• [Saved data entries]:

+++++

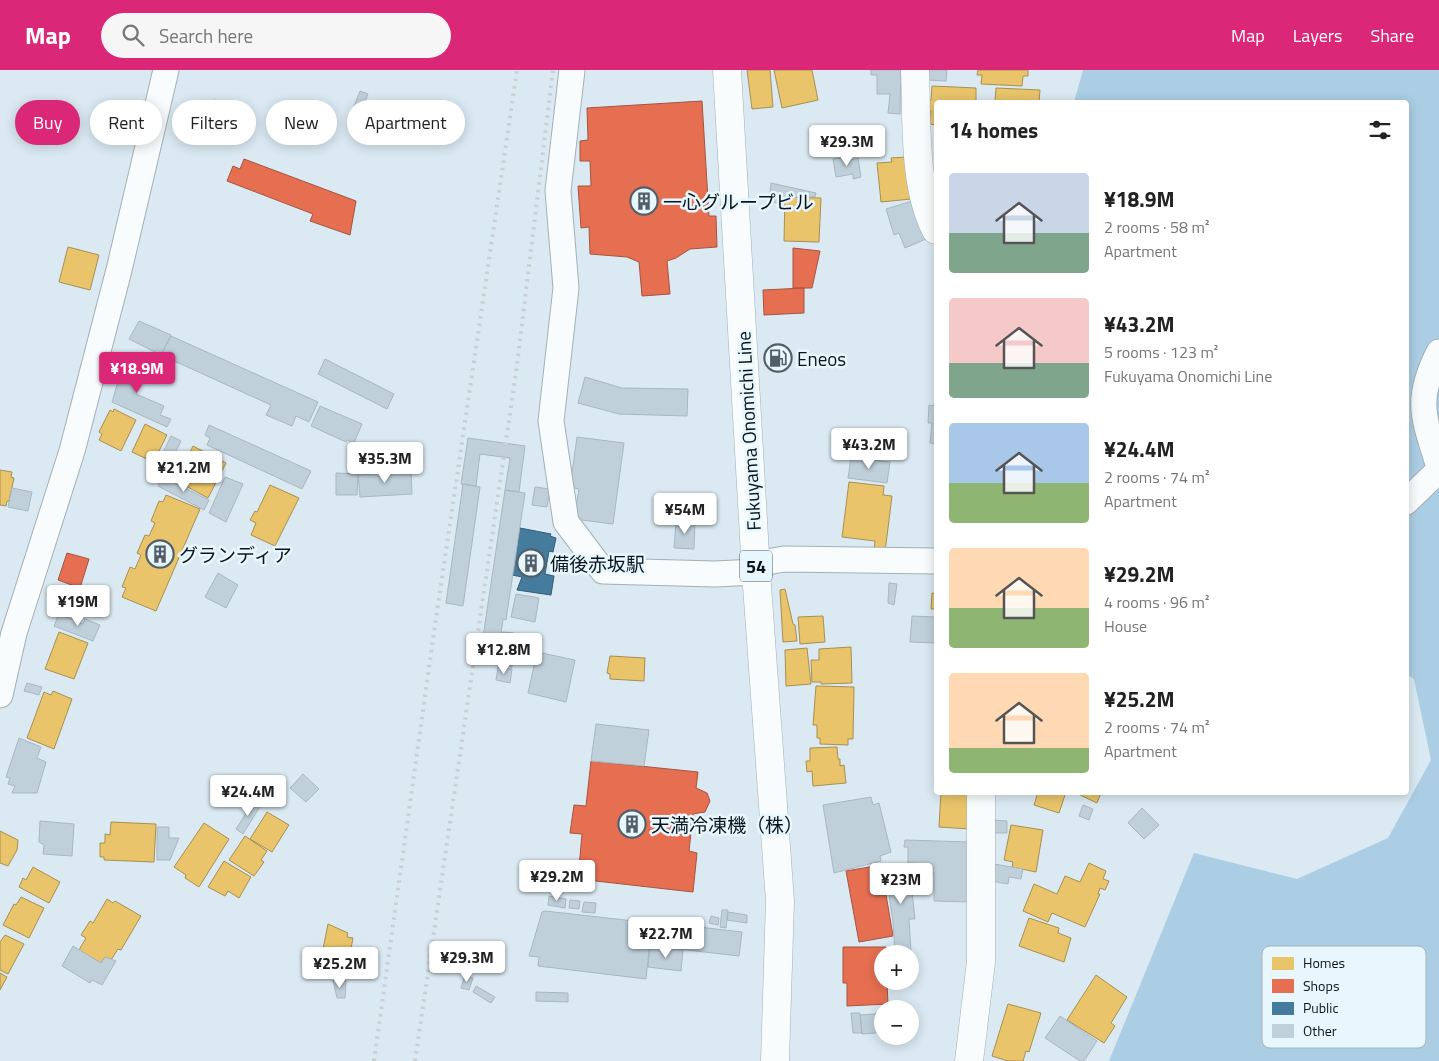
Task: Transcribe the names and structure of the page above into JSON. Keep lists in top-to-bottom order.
{
  "streets": {
    "main road": ["Fukuyama Onomichi Line", "54"]
  },
  "places": {
    "building": [
      "一心グループビル",
      "グランディア",
      "備後赤坂駅",
      "天満冷凍機（株）"
    ],
    "fuel station": ["Eneos"]
  },
  "legend": [
    "Homes",
    "Shops",
    "Public",
    "Other"
  ],
  "page": {
    "header": "Map",
    "search": "Search here",
    "nav": ["Map", "Layers", "Share"],
    "chip": [
      "Buy",
      "Rent",
      "Filters",
      "New",
      "Apartment"
    ],
    "heading": "14 homes",
    "price": [
      "¥29.3M",
      "¥18.9M",
      "¥43.2M",
      "¥35.3M",
      "¥21.2M",
      "¥54M",
      "¥19M",
      "¥12.8M",
      "¥24.4M",
      "¥29.2M",
      "¥23M",
      "¥22.7M",
      "¥29.3M",
      "¥25.2M"
    ],
    "list": [
      {
        "name": "¥18.9M",
        "note": "2 rooms · 58 m² · Apartment"
      },
      {
        "name": "¥43.2M",
        "note": "5 rooms · 123 m² · Fukuyama Onomichi Line"
      },
      {
        "name": "¥24.4M",
        "note": "2 rooms · 74 m² · Apartment"
      },
      {
        "name": "¥29.2M",
        "note": "4 rooms · 96 m² · House"
      },
      {
        "name": "¥25.2M",
        "note": "2 rooms · 74 m² · Apartment"
      }
    ],
    "map_buttons": ["+", "−"]
  }
}
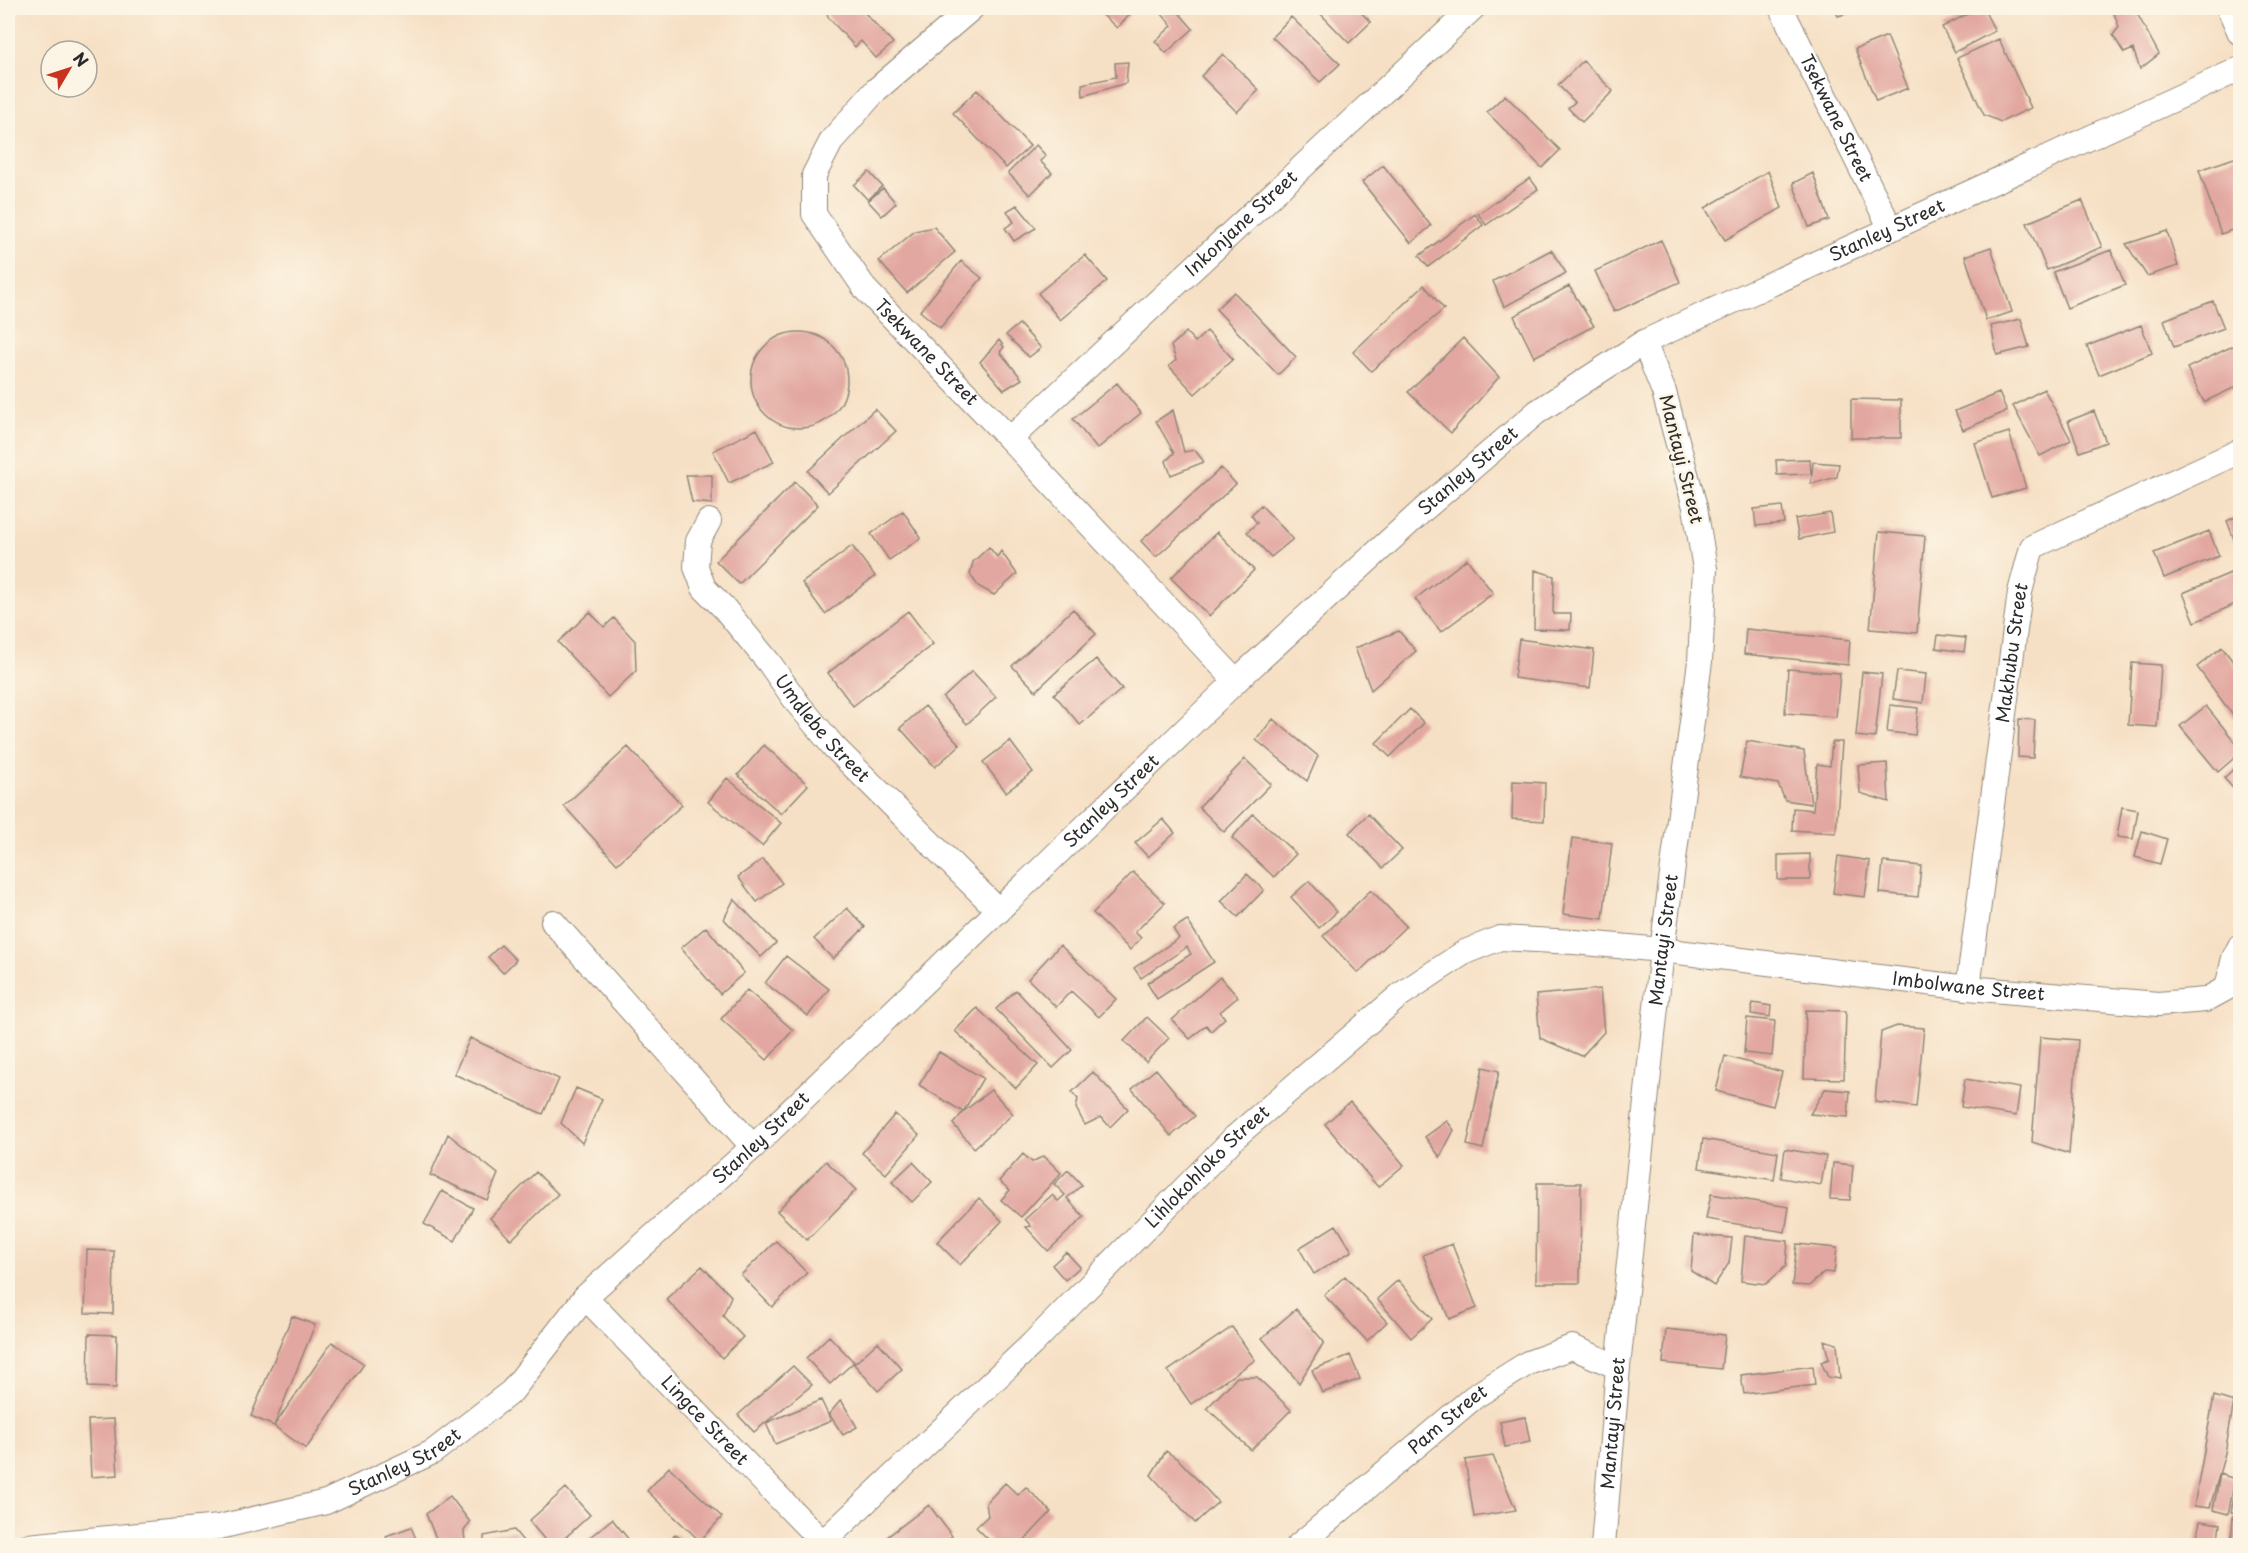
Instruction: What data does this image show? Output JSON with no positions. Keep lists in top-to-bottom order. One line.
{"streets":{"street":["Tsekwane Street","Inkonjane Street","Stanley Street","Mantayi Street","Makhubu Street","Umdlebe Street","Imbolwane Street","Lihlokohloko Street","Lingce Street","Pam Street"]},"crossings":[["Tsekwane Street","Inkonjane Street"],["Tsekwane Street","Stanley Street"],["Stanley Street","Mantayi Street"],["Stanley Street","Umdlebe Street"],["Stanley Street","Lingce Street"],["Mantayi Street","Imbolwane Street"],["Mantayi Street","Lihlokohloko Street"],["Mantayi Street","Pam Street"],["Makhubu Street","Imbolwane Street"],["Imbolwane Street","Lihlokohloko Street"],["Lihlokohloko Street","Lingce Street"]],"north":"top right"}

+++++

• [Work task]:
The lines to return are those with the string "Onomichi" in them; copy each from the entries above.

• [Exercise result]:
    "main road": ["Fukuyama Onomichi Line", "54"]
        "note": "5 rooms · 123 m² · Fukuyama Onomichi Line"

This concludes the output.